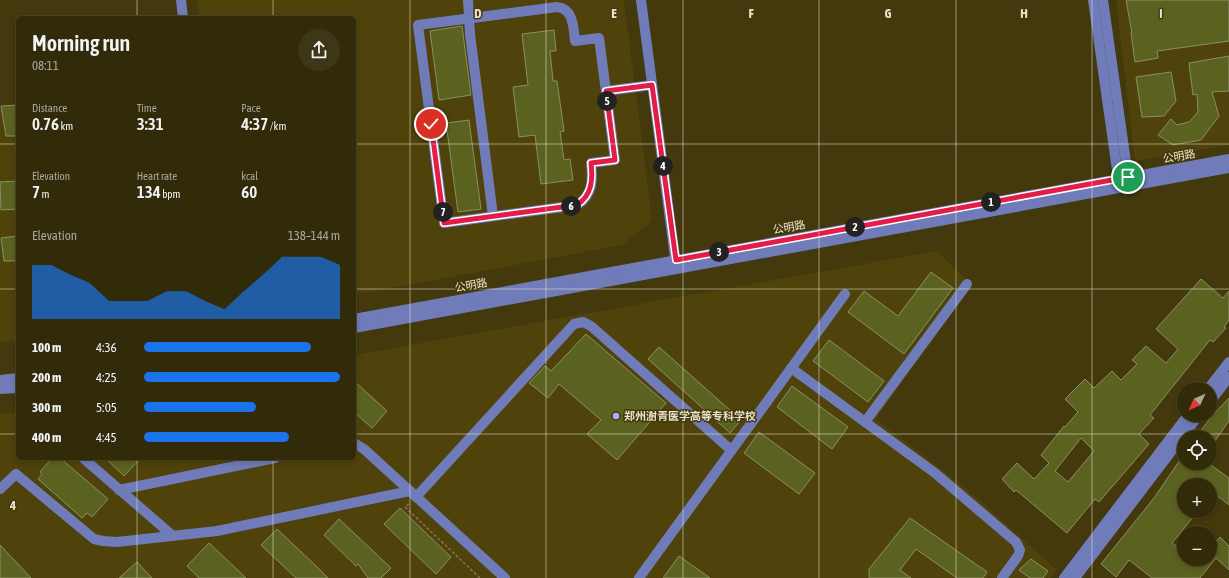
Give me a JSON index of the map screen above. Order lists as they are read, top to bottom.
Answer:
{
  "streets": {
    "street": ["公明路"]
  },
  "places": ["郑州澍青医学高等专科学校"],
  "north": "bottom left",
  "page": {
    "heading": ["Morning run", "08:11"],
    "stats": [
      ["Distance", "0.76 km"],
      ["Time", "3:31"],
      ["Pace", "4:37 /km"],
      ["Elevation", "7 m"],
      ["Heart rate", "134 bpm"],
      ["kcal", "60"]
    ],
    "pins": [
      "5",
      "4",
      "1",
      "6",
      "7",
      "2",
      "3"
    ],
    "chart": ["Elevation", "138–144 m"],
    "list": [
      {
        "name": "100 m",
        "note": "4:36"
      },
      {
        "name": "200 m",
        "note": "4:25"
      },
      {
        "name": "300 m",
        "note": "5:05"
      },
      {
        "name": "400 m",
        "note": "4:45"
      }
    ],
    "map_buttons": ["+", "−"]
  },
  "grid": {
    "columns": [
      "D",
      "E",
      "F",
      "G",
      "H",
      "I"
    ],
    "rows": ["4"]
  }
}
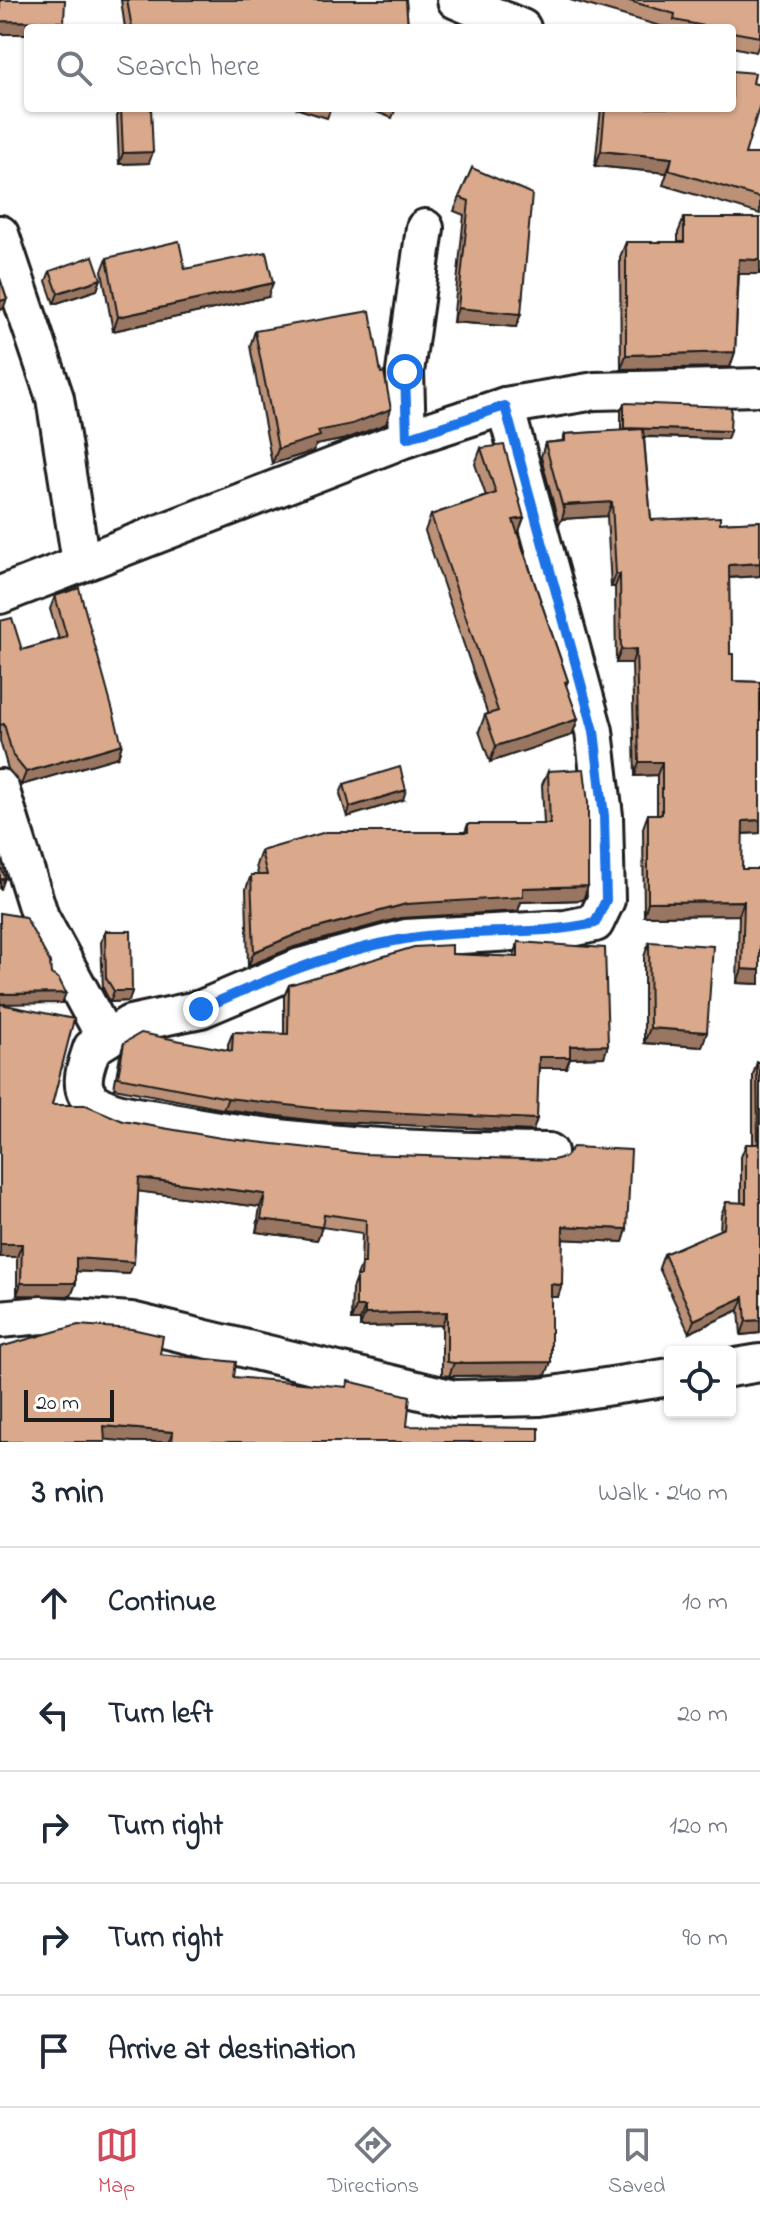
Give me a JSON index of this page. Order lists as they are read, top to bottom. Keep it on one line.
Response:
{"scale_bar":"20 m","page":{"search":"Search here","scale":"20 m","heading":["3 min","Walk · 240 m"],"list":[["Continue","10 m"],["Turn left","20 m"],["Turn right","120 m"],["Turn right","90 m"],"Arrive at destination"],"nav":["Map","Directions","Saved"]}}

#### TASK TO COMPLETE:
The entries above should be reproduced exactly, without their pictures.

#### PROBLEM SOLUTION:
Give me a JSON index of the map screen above. Order lists as they are read, top to bottom.
Answer:
{
  "streets": {
    "street": ["公明路"]
  },
  "places": ["郑州澍青医学高等专科学校"],
  "north": "bottom left",
  "page": {
    "heading": ["Morning run", "08:11"],
    "stats": [
      ["Distance", "0.76 km"],
      ["Time", "3:31"],
      ["Pace", "4:37 /km"],
      ["Elevation", "7 m"],
      ["Heart rate", "134 bpm"],
      ["kcal", "60"]
    ],
    "pins": [
      "5",
      "4",
      "1",
      "6",
      "7",
      "2",
      "3"
    ],
    "chart": ["Elevation", "138–144 m"],
    "list": [
      {
        "name": "100 m",
        "note": "4:36"
      },
      {
        "name": "200 m",
        "note": "4:25"
      },
      {
        "name": "300 m",
        "note": "5:05"
      },
      {
        "name": "400 m",
        "note": "4:45"
      }
    ],
    "map_buttons": ["+", "−"]
  },
  "grid": {
    "columns": [
      "D",
      "E",
      "F",
      "G",
      "H",
      "I"
    ],
    "rows": ["4"]
  }
}
Give me a JSON index of this page. Order lists as they are read, top to bottom. Keep it on one line.
Response:
{"scale_bar":"20 m","page":{"search":"Search here","scale":"20 m","heading":["3 min","Walk · 240 m"],"list":[["Continue","10 m"],["Turn left","20 m"],["Turn right","120 m"],["Turn right","90 m"],"Arrive at destination"],"nav":["Map","Directions","Saved"]}}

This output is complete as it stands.